[Collected data entries]
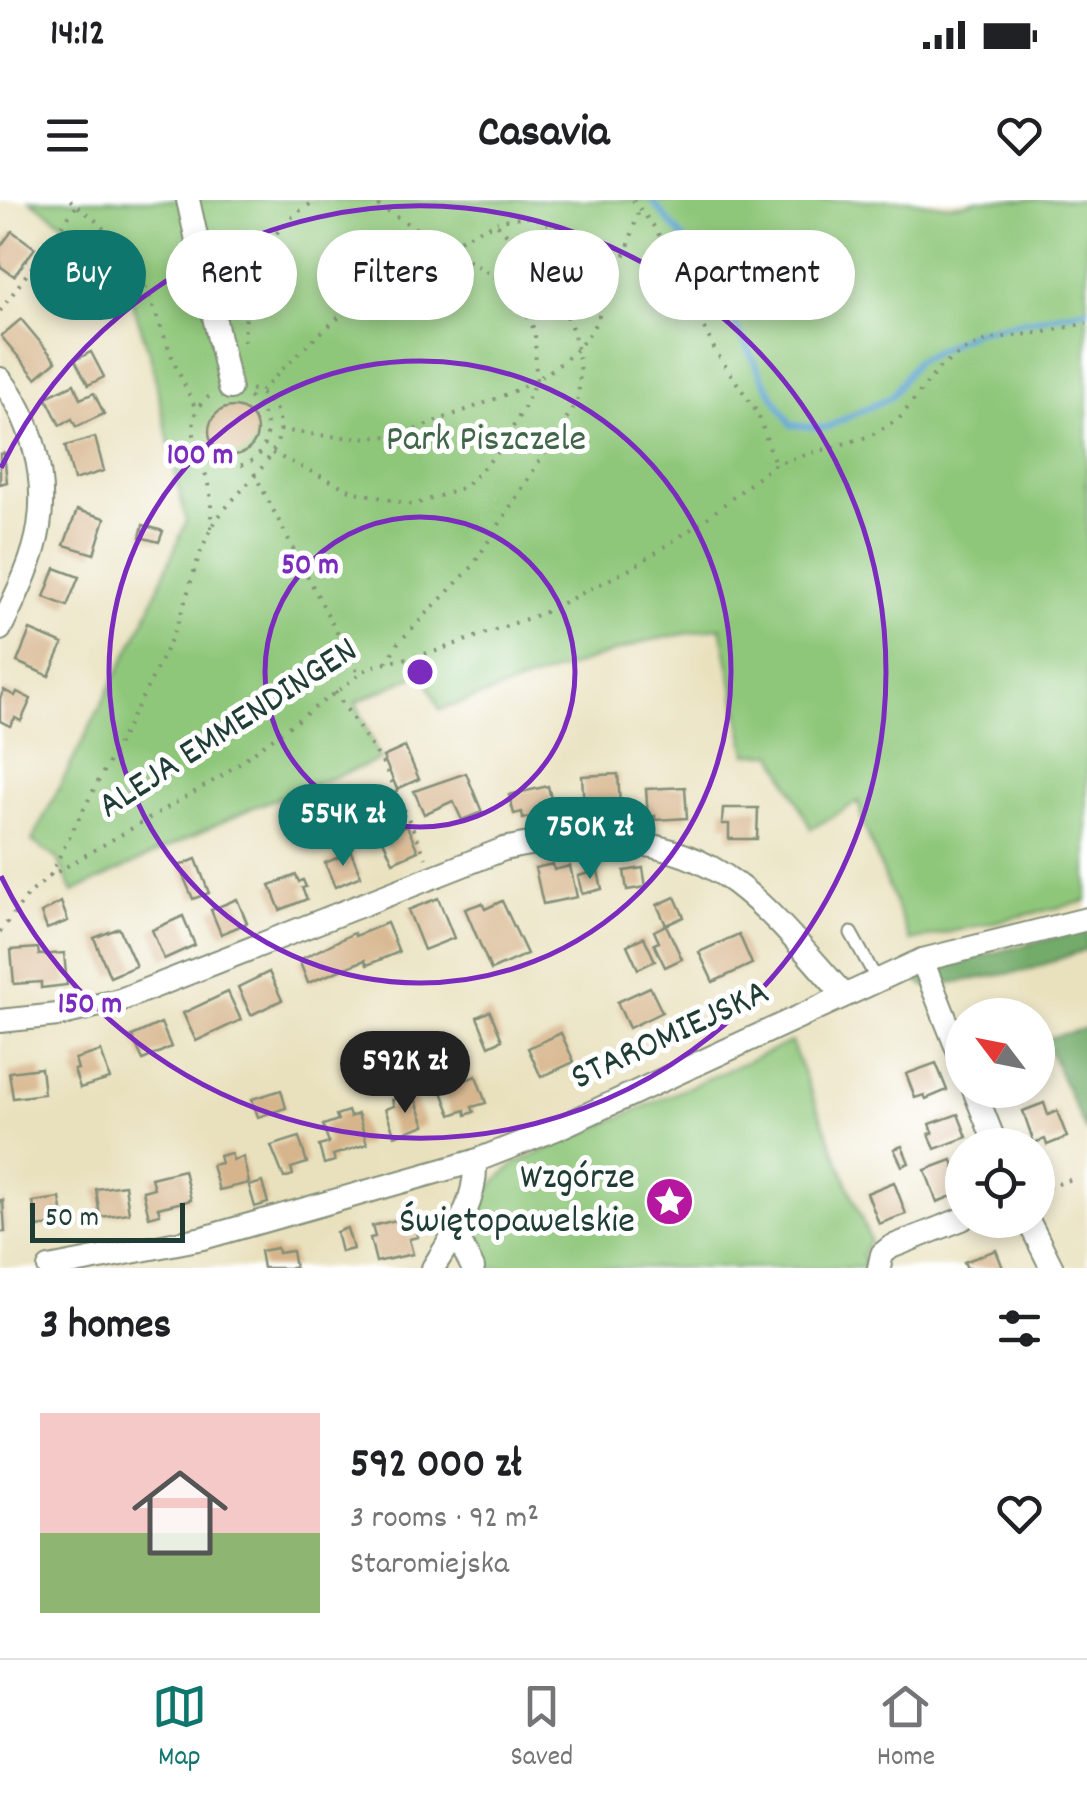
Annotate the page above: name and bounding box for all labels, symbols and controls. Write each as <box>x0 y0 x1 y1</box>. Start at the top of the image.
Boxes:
text: 14:12 <box>50 8 105 63</box>
text: Casavia <box>478 103 609 167</box>
icon: menu <box>40 108 95 163</box>
icon: heart <box>992 108 1047 163</box>
chip: Buy <box>30 230 146 320</box>
chip: Rent <box>166 230 297 320</box>
chip: Filters <box>317 230 474 320</box>
chip: New <box>494 230 619 320</box>
chip: Apartment <box>639 230 855 320</box>
park label: Park Piszczele <box>386 414 586 469</box>
text: 100 m <box>167 436 233 479</box>
text: 50 m <box>281 546 339 589</box>
street label: ALEJA EMMENDINGEN <box>88 625 370 835</box>
centre of rings <box>402 654 438 690</box>
pin: 554K zł <box>251 784 435 869</box>
text: 554K zł <box>300 793 386 839</box>
pin: 750K zł <box>498 797 682 882</box>
text: 750K zł <box>547 806 633 852</box>
street label: STAROMIEJSKA <box>563 967 779 1107</box>
text: 150 m <box>58 985 122 1028</box>
north arrow <box>945 998 1055 1108</box>
map controls <box>945 998 1055 1238</box>
pin: 592K zł <box>313 1031 497 1116</box>
text: 592K zł <box>362 1040 448 1086</box>
button: locate <box>945 1128 1055 1238</box>
place label: Wzgórze Świętopawelskie <box>399 1152 635 1251</box>
place icon: Wzgórze Świętopawelskie <box>644 1175 696 1227</box>
scale bar <box>30 1198 185 1242</box>
text: 50 m <box>45 1200 99 1240</box>
text: 3 homes <box>40 1298 171 1358</box>
icon: filters <box>992 1301 1047 1356</box>
text: 592 000 zł <box>350 1437 522 1497</box>
icon: home <box>120 1453 240 1573</box>
icon: heart <box>992 1486 1047 1541</box>
text: 3 rooms · 92 m² <box>350 1497 539 1543</box>
text: Staromiejska <box>350 1543 509 1589</box>
tab: Map <box>152 1679 207 1779</box>
tab: Saved <box>511 1679 573 1779</box>
tab: Home <box>877 1679 935 1779</box>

■ **Work task**
Verbatim copy, images excluded: transcribe all the entries above.

■ **Response to the exercise**
Annotate the page above: name and bounding box for all labels, symbols and controls. Write each as <box>x0 y0 x1 y1</box>. Start at the top of the image.
Boxes:
text: 14:12 <box>50 8 105 63</box>
text: Casavia <box>478 103 609 167</box>
icon: menu <box>40 108 95 163</box>
icon: heart <box>992 108 1047 163</box>
chip: Buy <box>30 230 146 320</box>
chip: Rent <box>166 230 297 320</box>
chip: Filters <box>317 230 474 320</box>
chip: New <box>494 230 619 320</box>
chip: Apartment <box>639 230 855 320</box>
park label: Park Piszczele <box>386 414 586 469</box>
text: 100 m <box>167 436 233 479</box>
text: 50 m <box>281 546 339 589</box>
street label: ALEJA EMMENDINGEN <box>88 625 370 835</box>
centre of rings <box>402 654 438 690</box>
pin: 554K zł <box>251 784 435 869</box>
text: 554K zł <box>300 793 386 839</box>
pin: 750K zł <box>498 797 682 882</box>
text: 750K zł <box>547 806 633 852</box>
street label: STAROMIEJSKA <box>563 967 779 1107</box>
text: 150 m <box>58 985 122 1028</box>
north arrow <box>945 998 1055 1108</box>
map controls <box>945 998 1055 1238</box>
pin: 592K zł <box>313 1031 497 1116</box>
text: 592K zł <box>362 1040 448 1086</box>
button: locate <box>945 1128 1055 1238</box>
place label: Wzgórze Świętopawelskie <box>399 1152 635 1251</box>
place icon: Wzgórze Świętopawelskie <box>644 1175 696 1227</box>
scale bar <box>30 1198 185 1242</box>
text: 50 m <box>45 1200 99 1240</box>
text: 3 homes <box>40 1298 171 1358</box>
icon: filters <box>992 1301 1047 1356</box>
text: 592 000 zł <box>350 1437 522 1497</box>
icon: home <box>120 1453 240 1573</box>
icon: heart <box>992 1486 1047 1541</box>
text: 3 rooms · 92 m² <box>350 1497 539 1543</box>
text: Staromiejska <box>350 1543 509 1589</box>
tab: Map <box>152 1679 207 1779</box>
tab: Saved <box>511 1679 573 1779</box>
tab: Home <box>877 1679 935 1779</box>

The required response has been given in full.